Poulenc
Le bestiare, ou cortège d’Orphée
Schumann
Die Löwenbraut, Op.31/1; Der Handschuh, Op.87
Ravel
Histoires naturelles
Reger
Schlichte Weisen, Op.76 – No.48, Zwei Mäuschen; 51, Die fünf Hühnerchen; 55, Furchthäschen; 56, Der Igel; 57, Die Bienen; 58, Mausefangen
Chabrier
Ballade des gros dindons; Villanelle des petits canards; Les cigales
Wolf
Storchenbotschaft; Der Schwalben Heimkehr; Der Knabe und das Immlein; Der Rattenfänger
Michael Flanders & Donald Swann
The Armadillo; The Warthog; The Gnu
Christopher Maltman (baritone) & Malcolm Martineau (piano)
Reviewed by: Peter Reed
Reviewed: 31 May, 2017
Venue: Wigmore Hall, London
A recital given over to animal songs runs the risk of being unbearably cute and frankly a bit patronising to our feathered, scaly, vertebrate and invertebrate friends, and moreover circumvents the one thing that has sustained songs and poetry since songs and poetry began – love and its many ramifications.
Christopher Maltman, on the evidence of this Wigmore Hall performance a singer at the top of his form, can make the tiniest vocal inflection or physical gesture vary a huge weight, and there were many times in his programme when, once you had got the gist of the text, you could take your eyes of it and surrender to the charm and sheer joie de vivre he brought to this carnival of creation. Moreover, he and Malcolm Martineau were very clued up as to how animals are a vital window on to the human soul, especially its failings and aspirations, which I suppose is behind all things anthropomorphic.
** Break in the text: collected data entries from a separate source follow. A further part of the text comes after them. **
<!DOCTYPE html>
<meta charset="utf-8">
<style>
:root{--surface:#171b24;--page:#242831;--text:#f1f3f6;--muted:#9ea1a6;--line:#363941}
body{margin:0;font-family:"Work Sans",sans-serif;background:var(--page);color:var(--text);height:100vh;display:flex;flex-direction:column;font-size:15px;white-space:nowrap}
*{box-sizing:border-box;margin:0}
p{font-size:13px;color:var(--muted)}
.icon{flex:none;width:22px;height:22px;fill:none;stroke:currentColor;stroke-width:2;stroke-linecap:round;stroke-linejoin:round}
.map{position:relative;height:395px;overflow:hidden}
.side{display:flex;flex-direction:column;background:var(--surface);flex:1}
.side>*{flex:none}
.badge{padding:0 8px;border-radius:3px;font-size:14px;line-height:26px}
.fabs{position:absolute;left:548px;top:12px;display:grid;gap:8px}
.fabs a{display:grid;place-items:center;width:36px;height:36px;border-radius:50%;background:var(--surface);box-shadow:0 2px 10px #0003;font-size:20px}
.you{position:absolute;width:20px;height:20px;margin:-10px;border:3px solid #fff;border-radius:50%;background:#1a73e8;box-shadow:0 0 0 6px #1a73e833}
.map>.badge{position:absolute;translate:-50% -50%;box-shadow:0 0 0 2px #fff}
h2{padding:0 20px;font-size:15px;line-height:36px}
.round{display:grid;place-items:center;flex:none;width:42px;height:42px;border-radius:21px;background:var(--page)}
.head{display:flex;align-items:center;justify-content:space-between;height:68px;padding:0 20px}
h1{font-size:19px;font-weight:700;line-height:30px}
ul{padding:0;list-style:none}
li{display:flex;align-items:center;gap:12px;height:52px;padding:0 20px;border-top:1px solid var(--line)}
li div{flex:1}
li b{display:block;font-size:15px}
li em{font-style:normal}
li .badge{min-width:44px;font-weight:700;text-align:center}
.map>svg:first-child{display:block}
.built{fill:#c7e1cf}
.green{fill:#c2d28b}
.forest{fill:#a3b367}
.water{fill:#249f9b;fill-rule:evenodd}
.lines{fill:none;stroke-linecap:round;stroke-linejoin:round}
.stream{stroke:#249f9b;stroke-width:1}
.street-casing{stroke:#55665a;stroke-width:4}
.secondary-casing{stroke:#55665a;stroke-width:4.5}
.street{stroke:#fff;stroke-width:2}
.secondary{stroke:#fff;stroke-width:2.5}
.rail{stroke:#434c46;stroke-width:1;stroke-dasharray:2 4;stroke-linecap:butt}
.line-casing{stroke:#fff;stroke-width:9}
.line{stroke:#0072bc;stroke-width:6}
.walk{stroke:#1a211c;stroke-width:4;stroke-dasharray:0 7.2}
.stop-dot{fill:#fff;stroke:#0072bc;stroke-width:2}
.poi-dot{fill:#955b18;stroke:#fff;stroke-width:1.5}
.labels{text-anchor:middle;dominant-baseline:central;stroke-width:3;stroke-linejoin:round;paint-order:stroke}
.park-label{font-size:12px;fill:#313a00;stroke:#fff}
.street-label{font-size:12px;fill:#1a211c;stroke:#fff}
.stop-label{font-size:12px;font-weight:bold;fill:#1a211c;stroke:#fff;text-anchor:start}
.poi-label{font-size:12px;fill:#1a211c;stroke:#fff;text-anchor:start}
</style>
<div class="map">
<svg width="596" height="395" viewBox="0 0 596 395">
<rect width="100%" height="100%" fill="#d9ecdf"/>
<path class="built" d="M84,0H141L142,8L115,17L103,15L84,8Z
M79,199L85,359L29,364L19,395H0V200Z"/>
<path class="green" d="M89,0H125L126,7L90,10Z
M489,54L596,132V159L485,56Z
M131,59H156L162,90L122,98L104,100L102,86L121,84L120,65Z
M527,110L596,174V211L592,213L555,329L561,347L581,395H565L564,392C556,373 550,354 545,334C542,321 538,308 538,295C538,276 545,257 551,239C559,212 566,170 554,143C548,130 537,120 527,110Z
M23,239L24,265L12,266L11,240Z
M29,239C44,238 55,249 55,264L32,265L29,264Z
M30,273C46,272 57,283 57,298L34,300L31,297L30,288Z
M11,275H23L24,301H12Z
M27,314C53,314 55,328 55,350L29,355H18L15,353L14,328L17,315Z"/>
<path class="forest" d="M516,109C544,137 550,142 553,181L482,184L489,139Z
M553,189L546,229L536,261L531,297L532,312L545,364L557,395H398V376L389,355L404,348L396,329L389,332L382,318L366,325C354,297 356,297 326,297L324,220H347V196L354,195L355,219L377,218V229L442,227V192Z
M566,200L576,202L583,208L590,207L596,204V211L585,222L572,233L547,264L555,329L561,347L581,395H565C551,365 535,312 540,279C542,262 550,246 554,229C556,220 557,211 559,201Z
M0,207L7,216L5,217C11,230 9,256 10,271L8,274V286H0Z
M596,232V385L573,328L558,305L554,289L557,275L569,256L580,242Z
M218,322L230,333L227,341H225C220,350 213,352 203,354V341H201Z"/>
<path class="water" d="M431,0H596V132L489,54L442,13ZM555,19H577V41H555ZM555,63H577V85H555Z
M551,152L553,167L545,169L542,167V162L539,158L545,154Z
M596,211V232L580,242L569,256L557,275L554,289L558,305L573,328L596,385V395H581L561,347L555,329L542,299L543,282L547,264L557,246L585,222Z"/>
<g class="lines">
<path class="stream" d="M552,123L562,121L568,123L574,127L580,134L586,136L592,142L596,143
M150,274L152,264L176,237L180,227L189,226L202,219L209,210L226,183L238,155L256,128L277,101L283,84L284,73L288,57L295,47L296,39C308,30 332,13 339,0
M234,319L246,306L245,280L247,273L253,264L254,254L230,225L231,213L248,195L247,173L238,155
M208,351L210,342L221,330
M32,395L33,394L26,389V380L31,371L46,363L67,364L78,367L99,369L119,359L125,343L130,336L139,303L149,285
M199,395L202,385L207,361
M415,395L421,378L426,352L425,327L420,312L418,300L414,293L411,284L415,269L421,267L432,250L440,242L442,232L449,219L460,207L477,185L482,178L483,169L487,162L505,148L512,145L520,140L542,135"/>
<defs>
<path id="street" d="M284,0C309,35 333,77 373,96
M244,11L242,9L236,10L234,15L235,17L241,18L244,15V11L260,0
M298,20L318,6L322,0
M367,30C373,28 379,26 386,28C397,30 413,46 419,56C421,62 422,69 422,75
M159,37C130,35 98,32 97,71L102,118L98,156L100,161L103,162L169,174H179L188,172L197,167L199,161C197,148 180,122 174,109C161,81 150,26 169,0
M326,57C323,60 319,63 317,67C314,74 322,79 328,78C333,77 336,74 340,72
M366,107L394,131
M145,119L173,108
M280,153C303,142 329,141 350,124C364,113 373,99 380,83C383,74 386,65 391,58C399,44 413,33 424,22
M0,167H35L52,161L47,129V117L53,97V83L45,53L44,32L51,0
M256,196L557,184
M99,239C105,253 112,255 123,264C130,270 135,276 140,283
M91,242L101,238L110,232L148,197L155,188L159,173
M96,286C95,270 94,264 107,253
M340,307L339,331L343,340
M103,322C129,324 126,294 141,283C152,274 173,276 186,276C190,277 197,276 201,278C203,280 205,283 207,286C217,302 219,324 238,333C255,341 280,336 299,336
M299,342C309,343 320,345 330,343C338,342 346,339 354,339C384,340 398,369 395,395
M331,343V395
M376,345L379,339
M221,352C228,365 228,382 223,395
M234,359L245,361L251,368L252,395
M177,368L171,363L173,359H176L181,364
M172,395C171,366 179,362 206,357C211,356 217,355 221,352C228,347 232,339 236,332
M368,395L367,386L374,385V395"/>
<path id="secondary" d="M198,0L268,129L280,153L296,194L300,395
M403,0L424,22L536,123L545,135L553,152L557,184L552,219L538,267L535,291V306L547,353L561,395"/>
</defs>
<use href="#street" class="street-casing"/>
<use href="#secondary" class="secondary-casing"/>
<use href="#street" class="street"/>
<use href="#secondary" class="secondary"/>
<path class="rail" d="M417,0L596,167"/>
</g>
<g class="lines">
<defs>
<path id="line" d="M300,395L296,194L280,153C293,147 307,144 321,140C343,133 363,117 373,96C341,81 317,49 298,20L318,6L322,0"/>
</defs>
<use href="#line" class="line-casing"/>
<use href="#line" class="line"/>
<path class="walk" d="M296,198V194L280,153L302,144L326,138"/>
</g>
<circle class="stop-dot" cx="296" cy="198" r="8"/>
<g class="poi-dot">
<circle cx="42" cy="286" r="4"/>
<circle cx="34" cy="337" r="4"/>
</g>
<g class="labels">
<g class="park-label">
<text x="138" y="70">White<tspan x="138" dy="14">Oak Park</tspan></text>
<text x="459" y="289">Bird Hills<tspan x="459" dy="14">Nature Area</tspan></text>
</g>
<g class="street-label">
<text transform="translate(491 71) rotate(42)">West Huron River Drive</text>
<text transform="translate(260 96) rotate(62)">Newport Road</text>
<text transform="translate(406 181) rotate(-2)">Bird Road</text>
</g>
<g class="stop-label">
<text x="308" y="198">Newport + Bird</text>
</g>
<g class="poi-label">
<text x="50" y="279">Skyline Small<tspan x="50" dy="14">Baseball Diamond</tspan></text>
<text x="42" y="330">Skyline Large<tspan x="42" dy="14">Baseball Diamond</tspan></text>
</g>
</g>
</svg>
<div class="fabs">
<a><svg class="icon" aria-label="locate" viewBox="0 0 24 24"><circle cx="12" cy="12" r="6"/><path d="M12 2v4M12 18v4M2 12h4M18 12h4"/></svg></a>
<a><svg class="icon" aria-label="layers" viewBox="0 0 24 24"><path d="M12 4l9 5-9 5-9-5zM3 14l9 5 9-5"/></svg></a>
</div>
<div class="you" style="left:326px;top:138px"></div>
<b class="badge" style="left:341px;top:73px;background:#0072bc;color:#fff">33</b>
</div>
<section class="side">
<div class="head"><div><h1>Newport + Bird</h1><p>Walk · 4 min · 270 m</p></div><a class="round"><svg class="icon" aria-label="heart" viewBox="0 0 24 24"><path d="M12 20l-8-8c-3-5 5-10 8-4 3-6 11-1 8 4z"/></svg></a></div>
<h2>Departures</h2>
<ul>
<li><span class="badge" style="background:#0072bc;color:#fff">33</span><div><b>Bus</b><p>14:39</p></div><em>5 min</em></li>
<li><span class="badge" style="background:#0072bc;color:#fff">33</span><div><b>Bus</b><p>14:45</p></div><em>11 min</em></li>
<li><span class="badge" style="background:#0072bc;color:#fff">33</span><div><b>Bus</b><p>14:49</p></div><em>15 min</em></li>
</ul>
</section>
The fact that he sang most of his programme from memory enhanced its impact no end, and while the six songs of Poulenc’s Le bestiaire (The book of beasts) push Apollinaire’s haiku-like brevity to extremes, Maltman performed them without a hint of preciousness and with nothing getting in the way of his baritone’s focused, generous quality and the subtle resonance at the top of his voice. The final song, ‘The carp’ (“Does death forget you, fish of melancholy?”) anticipated more veiled treasures. Maltman’s operatic, raconteur strengths were to the fore in Schumann’s extraordinary psycho-drama ‘The Lion’s Bride, in which the lion kills the girl he loves rather than let her marry, and Martineau’s lethally purring accompaniment underpinned the encroaching tragedy.
Six animal and insect songs by Max Reger from his collection of sixty ‘Simple Ditties’ enter into a child’s perspective of things with a Hansel and Gretel-like sympathy, to which Maltman added much off-the-cuff characterisation, and he kept in reserve a grave pomposity for Chabrier’s ‘Ballad of the plump turkey-cocks’, a pitiless study of one particular human foible. If you wanted a complete union of words and music, it would have been difficult to beat singer and pianist in four settings by Hugo Wolf, in which they vividly expressed the virtuoso oddity of Wolf’s inspiration. There’s a less daunting oddity to Flanders & Swann, famous for their animal songs – “I’m a g-nu. Call me bison or okapi and I’ll sue” – the spirit of which Maltman and Martineau caught with touching accuracy, and there were no prizes for their mud-wallowing encore, complete with the last verse.